Task:
Exactly as written, reproduce the lines from the beginning of the data through the line containing "position:absolute; left:828px; top:1878px;"; the pictures are not reproduced.

::: Records to use

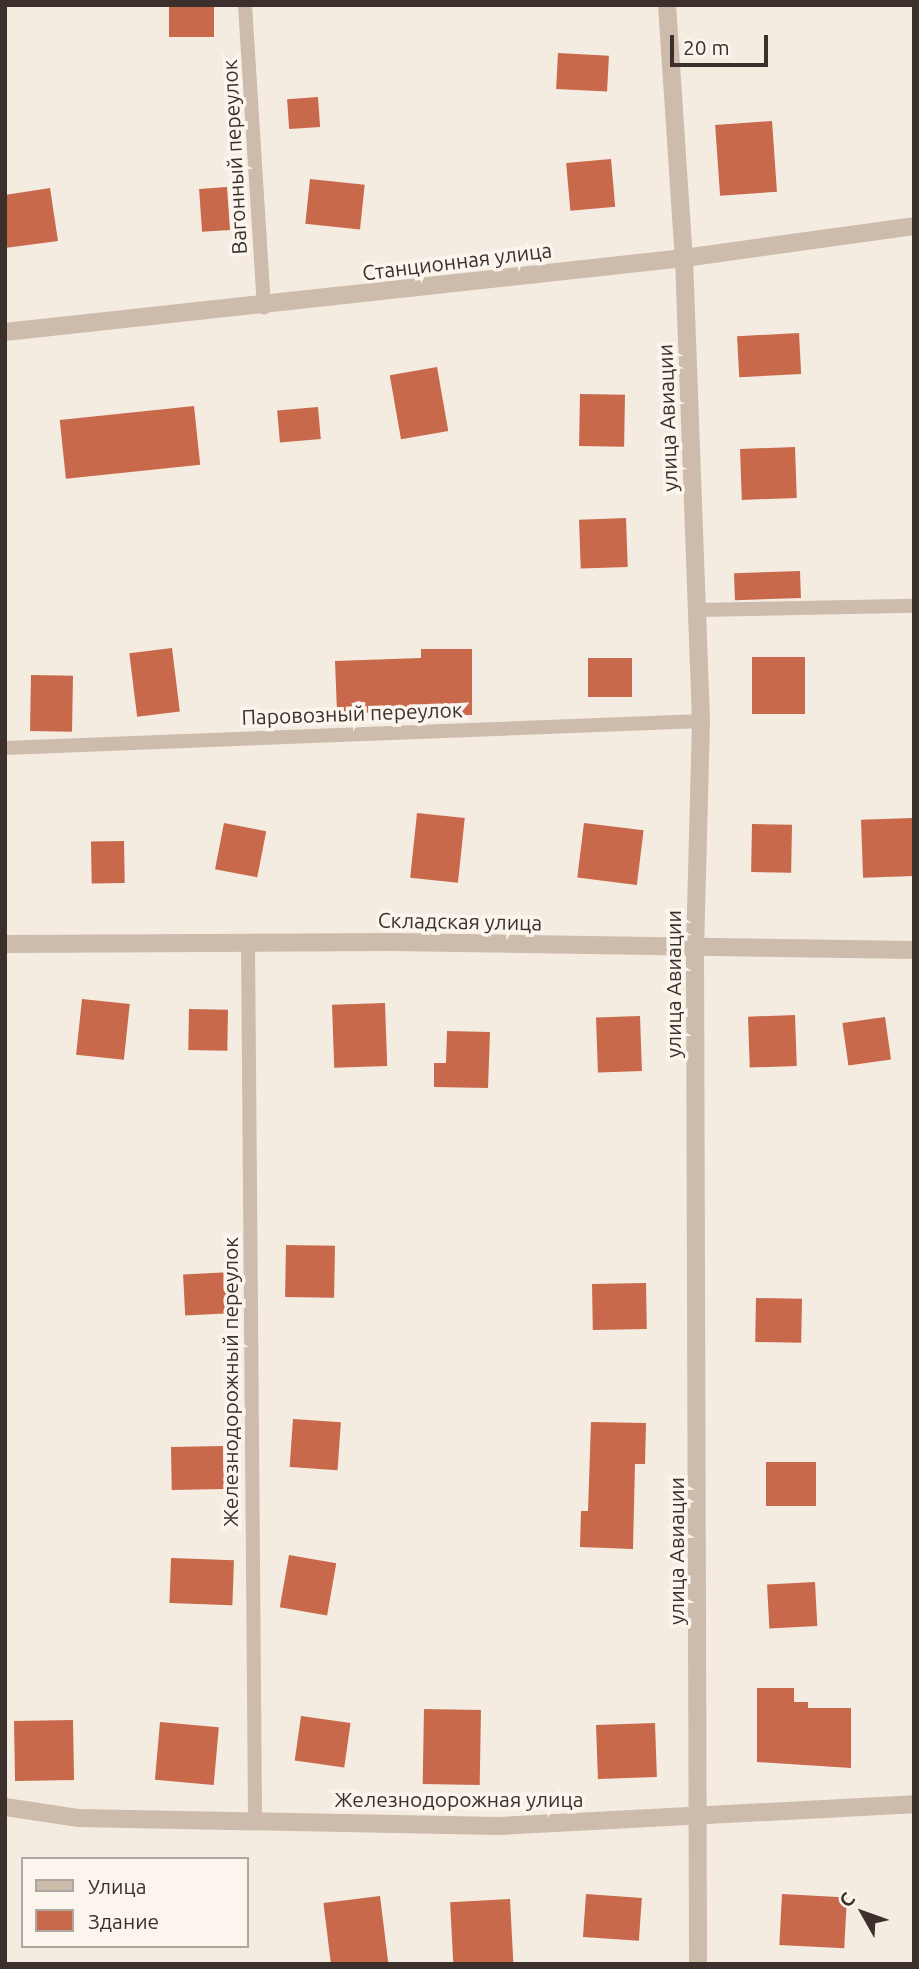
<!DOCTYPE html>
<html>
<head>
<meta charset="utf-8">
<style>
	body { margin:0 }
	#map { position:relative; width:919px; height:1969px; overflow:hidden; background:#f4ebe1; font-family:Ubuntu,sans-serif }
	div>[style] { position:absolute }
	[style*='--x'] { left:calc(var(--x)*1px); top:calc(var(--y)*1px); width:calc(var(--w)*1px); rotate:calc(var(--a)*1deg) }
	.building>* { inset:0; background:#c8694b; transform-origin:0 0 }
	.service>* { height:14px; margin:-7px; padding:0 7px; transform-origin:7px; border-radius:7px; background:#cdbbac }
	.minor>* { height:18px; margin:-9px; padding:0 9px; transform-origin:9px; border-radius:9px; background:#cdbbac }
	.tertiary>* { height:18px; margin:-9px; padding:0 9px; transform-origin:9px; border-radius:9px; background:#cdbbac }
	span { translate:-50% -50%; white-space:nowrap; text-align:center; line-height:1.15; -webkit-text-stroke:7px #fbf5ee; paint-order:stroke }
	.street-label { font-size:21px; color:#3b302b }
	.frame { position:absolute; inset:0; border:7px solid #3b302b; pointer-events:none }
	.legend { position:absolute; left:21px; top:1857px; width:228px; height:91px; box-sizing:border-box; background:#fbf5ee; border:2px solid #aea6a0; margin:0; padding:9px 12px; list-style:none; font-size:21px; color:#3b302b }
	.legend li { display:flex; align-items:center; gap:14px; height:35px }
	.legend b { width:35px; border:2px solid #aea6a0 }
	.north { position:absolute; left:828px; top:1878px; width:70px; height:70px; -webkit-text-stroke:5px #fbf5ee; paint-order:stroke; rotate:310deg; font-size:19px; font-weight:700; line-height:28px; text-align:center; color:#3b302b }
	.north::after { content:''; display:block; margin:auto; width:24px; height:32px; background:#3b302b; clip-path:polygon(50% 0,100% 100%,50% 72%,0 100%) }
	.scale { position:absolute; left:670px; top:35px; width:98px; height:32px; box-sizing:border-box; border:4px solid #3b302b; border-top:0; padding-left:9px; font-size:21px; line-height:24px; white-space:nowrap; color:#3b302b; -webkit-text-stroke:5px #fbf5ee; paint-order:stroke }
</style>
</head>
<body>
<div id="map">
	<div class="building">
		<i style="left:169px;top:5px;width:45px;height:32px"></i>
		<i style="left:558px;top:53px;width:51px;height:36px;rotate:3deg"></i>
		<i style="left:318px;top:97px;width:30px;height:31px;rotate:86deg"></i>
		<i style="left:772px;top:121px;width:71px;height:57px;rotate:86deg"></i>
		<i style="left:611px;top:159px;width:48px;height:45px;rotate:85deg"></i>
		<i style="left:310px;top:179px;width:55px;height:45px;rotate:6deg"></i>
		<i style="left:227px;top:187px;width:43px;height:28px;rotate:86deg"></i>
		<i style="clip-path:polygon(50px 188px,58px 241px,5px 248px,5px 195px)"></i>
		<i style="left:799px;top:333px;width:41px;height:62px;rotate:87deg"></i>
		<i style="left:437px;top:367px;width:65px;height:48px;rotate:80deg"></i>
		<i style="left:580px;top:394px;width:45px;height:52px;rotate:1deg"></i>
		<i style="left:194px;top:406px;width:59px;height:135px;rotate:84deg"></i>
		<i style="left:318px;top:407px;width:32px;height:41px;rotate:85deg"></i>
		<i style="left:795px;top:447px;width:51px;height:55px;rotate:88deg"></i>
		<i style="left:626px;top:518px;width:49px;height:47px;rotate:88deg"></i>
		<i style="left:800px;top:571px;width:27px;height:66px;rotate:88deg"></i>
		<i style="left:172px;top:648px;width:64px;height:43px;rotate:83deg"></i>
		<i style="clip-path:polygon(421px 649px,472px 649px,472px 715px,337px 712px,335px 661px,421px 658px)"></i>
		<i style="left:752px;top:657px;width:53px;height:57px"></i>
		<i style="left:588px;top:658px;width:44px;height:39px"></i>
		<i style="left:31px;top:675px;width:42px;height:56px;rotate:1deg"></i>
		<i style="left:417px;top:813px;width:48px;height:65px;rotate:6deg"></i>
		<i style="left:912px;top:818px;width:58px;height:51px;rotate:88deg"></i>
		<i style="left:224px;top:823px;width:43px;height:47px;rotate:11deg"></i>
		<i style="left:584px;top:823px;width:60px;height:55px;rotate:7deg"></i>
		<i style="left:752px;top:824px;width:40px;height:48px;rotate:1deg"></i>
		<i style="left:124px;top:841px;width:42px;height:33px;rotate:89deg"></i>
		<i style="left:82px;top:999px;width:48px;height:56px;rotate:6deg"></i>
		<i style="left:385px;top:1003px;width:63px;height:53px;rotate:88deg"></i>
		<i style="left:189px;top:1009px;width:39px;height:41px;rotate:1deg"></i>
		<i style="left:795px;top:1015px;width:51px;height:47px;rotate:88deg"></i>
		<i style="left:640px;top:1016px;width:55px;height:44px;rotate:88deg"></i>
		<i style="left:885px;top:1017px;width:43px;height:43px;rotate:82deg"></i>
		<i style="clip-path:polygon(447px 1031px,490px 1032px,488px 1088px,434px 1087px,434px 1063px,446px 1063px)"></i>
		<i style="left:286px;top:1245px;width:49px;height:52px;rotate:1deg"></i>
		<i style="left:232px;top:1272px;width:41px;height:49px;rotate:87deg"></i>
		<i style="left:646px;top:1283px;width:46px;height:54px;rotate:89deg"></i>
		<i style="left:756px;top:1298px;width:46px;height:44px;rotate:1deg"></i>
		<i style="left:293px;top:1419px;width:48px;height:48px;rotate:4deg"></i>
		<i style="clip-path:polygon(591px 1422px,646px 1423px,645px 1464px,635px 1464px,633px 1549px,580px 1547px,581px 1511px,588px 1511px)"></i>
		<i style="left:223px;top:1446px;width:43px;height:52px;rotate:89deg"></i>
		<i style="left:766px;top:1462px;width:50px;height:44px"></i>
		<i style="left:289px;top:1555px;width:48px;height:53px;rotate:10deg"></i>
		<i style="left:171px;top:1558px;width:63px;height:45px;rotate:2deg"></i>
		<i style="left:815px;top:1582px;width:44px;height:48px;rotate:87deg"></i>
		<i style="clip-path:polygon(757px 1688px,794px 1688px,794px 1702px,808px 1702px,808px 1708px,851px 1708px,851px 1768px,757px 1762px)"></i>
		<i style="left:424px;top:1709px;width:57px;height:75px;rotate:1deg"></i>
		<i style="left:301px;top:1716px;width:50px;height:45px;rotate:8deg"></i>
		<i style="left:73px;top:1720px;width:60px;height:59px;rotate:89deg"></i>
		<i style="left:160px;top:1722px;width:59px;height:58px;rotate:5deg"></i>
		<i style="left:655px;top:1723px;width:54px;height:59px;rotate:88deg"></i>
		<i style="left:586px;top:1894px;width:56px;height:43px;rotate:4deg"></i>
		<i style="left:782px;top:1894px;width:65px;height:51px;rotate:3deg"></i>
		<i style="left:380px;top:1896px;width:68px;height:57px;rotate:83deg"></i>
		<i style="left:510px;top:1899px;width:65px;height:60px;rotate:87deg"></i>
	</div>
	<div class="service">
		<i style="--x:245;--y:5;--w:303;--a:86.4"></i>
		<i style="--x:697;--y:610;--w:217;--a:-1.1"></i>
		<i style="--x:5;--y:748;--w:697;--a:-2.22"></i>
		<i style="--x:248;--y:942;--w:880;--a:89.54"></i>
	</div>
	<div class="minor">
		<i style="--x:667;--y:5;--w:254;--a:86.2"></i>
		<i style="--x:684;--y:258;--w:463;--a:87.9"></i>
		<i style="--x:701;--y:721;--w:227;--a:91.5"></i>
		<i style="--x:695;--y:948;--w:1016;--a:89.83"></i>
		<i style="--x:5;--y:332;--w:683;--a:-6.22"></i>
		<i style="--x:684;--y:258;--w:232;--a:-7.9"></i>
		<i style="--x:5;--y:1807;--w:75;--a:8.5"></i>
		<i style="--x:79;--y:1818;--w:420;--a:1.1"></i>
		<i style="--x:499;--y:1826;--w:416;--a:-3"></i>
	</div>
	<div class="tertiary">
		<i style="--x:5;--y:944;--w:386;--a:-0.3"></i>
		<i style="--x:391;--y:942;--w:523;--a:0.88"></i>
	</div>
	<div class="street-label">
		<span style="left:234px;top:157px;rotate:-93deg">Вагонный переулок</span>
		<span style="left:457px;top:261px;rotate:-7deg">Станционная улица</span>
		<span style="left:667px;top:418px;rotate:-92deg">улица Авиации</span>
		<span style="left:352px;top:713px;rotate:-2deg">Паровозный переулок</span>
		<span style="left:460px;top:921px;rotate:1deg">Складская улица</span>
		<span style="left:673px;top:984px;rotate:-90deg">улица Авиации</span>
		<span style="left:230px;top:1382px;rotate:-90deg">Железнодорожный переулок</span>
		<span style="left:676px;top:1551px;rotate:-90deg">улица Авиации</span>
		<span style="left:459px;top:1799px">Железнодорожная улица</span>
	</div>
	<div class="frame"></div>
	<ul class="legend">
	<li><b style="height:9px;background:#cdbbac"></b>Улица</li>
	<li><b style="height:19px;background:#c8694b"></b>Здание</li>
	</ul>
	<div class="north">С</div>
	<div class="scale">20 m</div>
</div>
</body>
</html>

::::::

The completed task:
<!DOCTYPE html>
<html>
<head>
<meta charset="utf-8">
<style>
	body { margin:0 }
	#map { position:relative; width:919px; height:1969px; overflow:hidden; background:#f4ebe1; font-family:Ubuntu,sans-serif }
	div>[style] { position:absolute }
	[style*='--x'] { left:calc(var(--x)*1px); top:calc(var(--y)*1px); width:calc(var(--w)*1px); rotate:calc(var(--a)*1deg) }
	.building>* { inset:0; background:#c8694b; transform-origin:0 0 }
	.service>* { height:14px; margin:-7px; padding:0 7px; transform-origin:7px; border-radius:7px; background:#cdbbac }
	.minor>* { height:18px; margin:-9px; padding:0 9px; transform-origin:9px; border-radius:9px; background:#cdbbac }
	.tertiary>* { height:18px; margin:-9px; padding:0 9px; transform-origin:9px; border-radius:9px; background:#cdbbac }
	span { translate:-50% -50%; white-space:nowrap; text-align:center; line-height:1.15; -webkit-text-stroke:7px #fbf5ee; paint-order:stroke }
	.street-label { font-size:21px; color:#3b302b }
	.frame { position:absolute; inset:0; border:7px solid #3b302b; pointer-events:none }
	.legend { position:absolute; left:21px; top:1857px; width:228px; height:91px; box-sizing:border-box; background:#fbf5ee; border:2px solid #aea6a0; margin:0; padding:9px 12px; list-style:none; font-size:21px; color:#3b302b }
	.legend li { display:flex; align-items:center; gap:14px; height:35px }
	.legend b { width:35px; border:2px solid #aea6a0 }
	.north { position:absolute; left:828px; top:1878px; width:70px; height:70px; -webkit-text-stroke:5px #fbf5ee; paint-order:stroke; rotate:310deg; font-size:19px; font-weight:700; line-height:28px; text-align:center; color:#3b302b }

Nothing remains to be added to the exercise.